Meanwhile, here is the last bit that I'll quote, which is about a real fear I share with Hedges:

Nationalism, buttressed by a deification of the military, will be used to compensate for individual powerlessness and a loss of national identity. Dissent in the U.S. will become “anti-American,” a form of treason. Enemies at home will be vilified along with enemies abroad.
Yes, or rather: It is less nationalism that I fear as totalitarianism, and I agree with Hedges that the USA is growing less and less democratic and more and more totalitarian, which incidentally also seems to suit both presidential candidates and both dominant political parties.

2. How the CIA’s Darkest Torture Secrets Were Exposed—and Covered Up

The second item is by John Kiriakou (<- Wikipedia) on Truthdig:
This starts as follows:

The Guardian published a story Friday on Senate Select Committee on Intelligence (SSCI) investigator Dan Jones and his quest to get to the bottom of the CIA’s torture program. Jones’ hard work resulted in the Senate Intelligence Committee report on CIA torture. The article provides great insight into the day-to-day machinations between the SSCI and the CIA, although no new details on the torture program per se.

LISTEN: Robert Scheer and John Kiriakou Talk Government Double Standards

What the article does provide, however, is proof that then-Attorney General Eric Holder and others conspired to keep the worst news of the CIA’s torture crimes secret. They conspired to protect the CIA’s most notorious torturers. Holder also worked hard to make sure that as little news of the torture program as possible was released to the American people.

Yes, indeed: I agree Eric Holder (<- Wikipedia) is a massive fraud, who probably got to be the head of the DoJ under Obama because he advertised his willingness to be a major fraud for the rich already in 1999. This is from the Wikipedia lemma on Holder:

Holder has also endorsed the notion that prosecutors, when deciding to pursue white-collar crimes, should give special consideration to "collateral consequences" of bringing charges against large corporate institutions, as outlined in a 1999 memorandum by Holder. Nearly a decade later Holder, as head of the Department of Justice, put this into practice and has demonstrated the weight "collateral consequences" has by repeatedly sought and reached deferred prosecution and non-prosecution agreements and settlements with large financial institutions such as J.P. Morgan Chase, HSBC, Countrywide Mortgage, Wells Fargo, Goldman Sachs, and others where the institution pays a fine or penalty but faces no criminal charges and admits no wrongdoing.

That seems to me excellent evidence of major corruption. I quoted it, because I agree with Kiriakou that Holder also did his mighty best to protect the CIA's torturers, and to deny almost any evidence about the CIA's practice of torture (which is deeply illegal, on the basis of international laws signed by the USA).
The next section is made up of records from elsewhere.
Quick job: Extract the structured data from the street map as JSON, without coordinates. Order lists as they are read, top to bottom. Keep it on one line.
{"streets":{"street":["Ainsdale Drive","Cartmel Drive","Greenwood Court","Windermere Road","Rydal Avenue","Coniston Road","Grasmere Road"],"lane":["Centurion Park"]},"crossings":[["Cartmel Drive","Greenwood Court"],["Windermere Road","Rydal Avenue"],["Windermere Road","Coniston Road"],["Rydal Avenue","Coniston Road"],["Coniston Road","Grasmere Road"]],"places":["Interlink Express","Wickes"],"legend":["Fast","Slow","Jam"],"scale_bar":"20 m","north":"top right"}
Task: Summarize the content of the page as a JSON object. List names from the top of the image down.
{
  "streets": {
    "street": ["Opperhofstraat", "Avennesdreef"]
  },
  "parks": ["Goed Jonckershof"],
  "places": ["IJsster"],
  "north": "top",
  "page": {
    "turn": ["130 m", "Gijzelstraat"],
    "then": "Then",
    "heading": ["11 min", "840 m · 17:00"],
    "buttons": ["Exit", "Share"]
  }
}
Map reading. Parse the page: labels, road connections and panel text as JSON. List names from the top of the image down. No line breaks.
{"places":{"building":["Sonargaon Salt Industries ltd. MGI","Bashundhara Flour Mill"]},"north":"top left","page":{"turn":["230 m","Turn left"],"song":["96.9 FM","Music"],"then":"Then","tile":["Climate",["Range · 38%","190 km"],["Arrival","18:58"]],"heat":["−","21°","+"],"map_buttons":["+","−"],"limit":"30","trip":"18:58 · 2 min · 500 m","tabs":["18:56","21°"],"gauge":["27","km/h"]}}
In November 2005, a senior CIA official named Jose Rodriguez destroyed 92 videotapes depicting the brutal 2002 interrogations of two detainees, Abu Zubaydah and Abd al-Rahim al-Nashiri. Rodriguez’s tapes destruction remained a secret to his congressional overseers for two years, until a 6 December 2007 New York Times article revealed it; they barely even knew the CIA taped interrogations at all.

Note that this was over 5 years after the tortures happened, at a time when few knew that the CIA practised tortures.

This is what happened in the end:

In the end, Jones completed the torture report, documenting in more than 6,000 pages CIA crimes against detainees. Committee Republicans refused to participate in the investigation and denounced the report’s conclusions. The CIA condemned the report, saying the conclusions were “flawed.” Agency leaders also argued that they had never “misrepresented” the torture program. The agency said, “The factual record maintained by the agency does not support such conclusions.”
That is: In fact the CIA, the DoJ, Bush Jr, the CIA's torturers and also Holder got away with denying that the Senate Select Committee on Intelligence's Report on Torture was a proper report, which was also supported by the CIA, in the end - it seems - on the basis of the fact that much about the tortures was in fact successfully kept secret by the CIA.

"Democracy" in the USA!

3. Censoring Our War Crimes

The third item is by Abby Zimet on Common Dreams:

This starts as follows (and I reported on this before: see September 10, 2016):

Facebook has backed down amidst outraged charges of censorship after deleting the iconic photo of a naked burned Vietnamese girl fleeing a napalm attack during the Vietnam War. Demonstrating questionable journalistic standards now being increasingly challenged, the social network deleted the harrowing, Pulitzer Prize-winning image by AP photographer Nick Ut - which shows nine-year-old Kim Phuc running screaming from her village of Trang Bang after she was severely burned by napalm dropped by South Vietnamese planes on June 8, 1972 - in the name of "maintaining a safe and respectful experience for our global community."

I say. Well... I despise Facebook, for I think they steal everything from their customers, and censor or propagandize information they believe the people should hear, or should not hear, and I think both are dishonest and totalitarian practices.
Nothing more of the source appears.